The full set of records must be returned exactly, character for character.

::: EXTRACTED RECORDS :::

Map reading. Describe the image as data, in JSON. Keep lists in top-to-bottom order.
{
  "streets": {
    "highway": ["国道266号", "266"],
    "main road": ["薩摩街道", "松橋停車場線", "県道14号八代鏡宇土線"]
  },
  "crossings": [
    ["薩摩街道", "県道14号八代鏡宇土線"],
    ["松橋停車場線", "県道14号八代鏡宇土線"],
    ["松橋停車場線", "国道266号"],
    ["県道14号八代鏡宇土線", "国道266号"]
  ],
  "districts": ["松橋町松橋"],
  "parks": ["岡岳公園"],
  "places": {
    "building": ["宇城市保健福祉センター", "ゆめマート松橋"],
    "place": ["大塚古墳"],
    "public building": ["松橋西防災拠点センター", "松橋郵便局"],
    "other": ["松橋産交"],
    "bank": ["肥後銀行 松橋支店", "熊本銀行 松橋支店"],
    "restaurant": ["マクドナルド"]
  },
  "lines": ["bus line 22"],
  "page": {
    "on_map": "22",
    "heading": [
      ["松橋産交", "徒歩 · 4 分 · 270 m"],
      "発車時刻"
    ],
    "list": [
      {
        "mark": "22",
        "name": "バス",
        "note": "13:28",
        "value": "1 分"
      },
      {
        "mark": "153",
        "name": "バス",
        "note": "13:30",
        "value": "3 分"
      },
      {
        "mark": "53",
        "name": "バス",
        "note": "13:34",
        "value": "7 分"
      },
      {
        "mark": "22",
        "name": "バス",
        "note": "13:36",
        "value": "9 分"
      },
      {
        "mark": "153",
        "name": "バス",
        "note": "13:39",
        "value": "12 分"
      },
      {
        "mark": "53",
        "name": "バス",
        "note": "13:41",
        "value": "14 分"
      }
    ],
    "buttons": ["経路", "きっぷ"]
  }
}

:::

§ ANSWER:
Map reading. Describe the image as data, in JSON. Keep lists in top-to-bottom order.
{
  "streets": {
    "highway": ["国道266号", "266"],
    "main road": ["薩摩街道", "松橋停車場線", "県道14号八代鏡宇土線"]
  },
  "crossings": [
    ["薩摩街道", "県道14号八代鏡宇土線"],
    ["松橋停車場線", "県道14号八代鏡宇土線"],
    ["松橋停車場線", "国道266号"],
    ["県道14号八代鏡宇土線", "国道266号"]
  ],
  "districts": ["松橋町松橋"],
  "parks": ["岡岳公園"],
  "places": {
    "building": ["宇城市保健福祉センター", "ゆめマート松橋"],
    "place": ["大塚古墳"],
    "public building": ["松橋西防災拠点センター", "松橋郵便局"],
    "other": ["松橋産交"],
    "bank": ["肥後銀行 松橋支店", "熊本銀行 松橋支店"],
    "restaurant": ["マクドナルド"]
  },
  "lines": ["bus line 22"],
  "page": {
    "on_map": "22",
    "heading": [
      ["松橋産交", "徒歩 · 4 分 · 270 m"],
      "発車時刻"
    ],
    "list": [
      {
        "mark": "22",
        "name": "バス",
        "note": "13:28",
        "value": "1 分"
      },
      {
        "mark": "153",
        "name": "バス",
        "note": "13:30",
        "value": "3 分"
      },
      {
        "mark": "53",
        "name": "バス",
        "note": "13:34",
        "value": "7 分"
      },
      {
        "mark": "22",
        "name": "バス",
        "note": "13:36",
        "value": "9 分"
      },
      {
        "mark": "153",
        "name": "バス",
        "note": "13:39",
        "value": "12 分"
      },
      {
        "mark": "53",
        "name": "バス",
        "note": "13:41",
        "value": "14 分"
      }
    ],
    "buttons": ["経路", "きっぷ"]
  }
}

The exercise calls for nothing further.